I’m trying to decide what to do when payments have to restart. Should I pay down a chunk of the loans from the money that accumulated in my savings from not having to make loan payments since April? Or pick back up where I left off with making near-double payments to get down the principal (slowly) and pay off loans in another five to six years? Or only make the minimum income-based payments while waiting to see if the new administration offers more comprehensive loan forgiveness for teachers? Thank you for any insights.

Answer: Although you may not qualify for loan forgiveness through programs meant to help underserved communities, you can still qualify for the federal public service loan forgiveness program. This program erases debt for schoolteachers and other public servants after they’ve made 120 qualifying payments toward their federal student loans.

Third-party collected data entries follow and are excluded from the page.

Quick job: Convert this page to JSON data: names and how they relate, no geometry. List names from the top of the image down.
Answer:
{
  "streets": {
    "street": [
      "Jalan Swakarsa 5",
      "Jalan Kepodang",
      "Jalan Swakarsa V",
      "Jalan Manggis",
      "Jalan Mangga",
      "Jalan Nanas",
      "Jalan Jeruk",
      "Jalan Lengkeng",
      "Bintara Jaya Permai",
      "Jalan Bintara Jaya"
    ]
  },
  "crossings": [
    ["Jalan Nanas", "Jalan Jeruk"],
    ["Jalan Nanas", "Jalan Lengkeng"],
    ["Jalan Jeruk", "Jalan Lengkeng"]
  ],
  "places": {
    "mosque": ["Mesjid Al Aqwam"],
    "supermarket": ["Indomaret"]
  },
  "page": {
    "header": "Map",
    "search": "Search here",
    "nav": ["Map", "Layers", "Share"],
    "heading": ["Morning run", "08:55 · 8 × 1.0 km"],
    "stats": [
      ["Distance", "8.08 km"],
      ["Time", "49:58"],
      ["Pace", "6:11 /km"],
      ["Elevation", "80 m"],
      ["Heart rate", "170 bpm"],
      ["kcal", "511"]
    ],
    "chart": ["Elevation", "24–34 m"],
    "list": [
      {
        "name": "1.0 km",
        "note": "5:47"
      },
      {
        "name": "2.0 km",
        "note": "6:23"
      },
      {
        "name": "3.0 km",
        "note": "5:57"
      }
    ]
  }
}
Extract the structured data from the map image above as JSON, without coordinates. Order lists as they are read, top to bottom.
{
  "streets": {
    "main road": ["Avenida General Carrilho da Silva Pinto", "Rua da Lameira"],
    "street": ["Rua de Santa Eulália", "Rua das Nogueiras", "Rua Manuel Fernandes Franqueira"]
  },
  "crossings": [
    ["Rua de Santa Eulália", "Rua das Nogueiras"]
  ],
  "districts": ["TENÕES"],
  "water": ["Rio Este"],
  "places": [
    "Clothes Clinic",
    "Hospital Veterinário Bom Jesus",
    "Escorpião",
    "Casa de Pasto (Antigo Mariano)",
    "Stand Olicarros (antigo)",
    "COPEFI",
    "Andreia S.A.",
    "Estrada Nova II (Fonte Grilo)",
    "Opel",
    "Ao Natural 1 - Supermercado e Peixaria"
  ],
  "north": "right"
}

You can learn more about this program at the U.S. Department of Education site. Follow the rules carefully because many people who thought they were on track to get forgiveness have discovered otherwise.

If you’re eligible, consider making only the minimum payments on your loans so that the maximum amount is forgiven. Even if you’re not eligible for forgiveness, though, you don’t necessarily want to rush to pay off this relatively low-rate, tax-deductible debt.

You should be on track with your retirement savings, have paid off all other, higher-rate debt and have a substantial emergency fund before you make extra payments on education debt (or a mortgage, for that matter). “Substantial” means having three to six months’ worth of expenses saved. If your job is anything less than rock solid, you may want to set aside even more.

Keep in mind that the money you send to your lenders is gone for good; you can’t get it back should you need it later.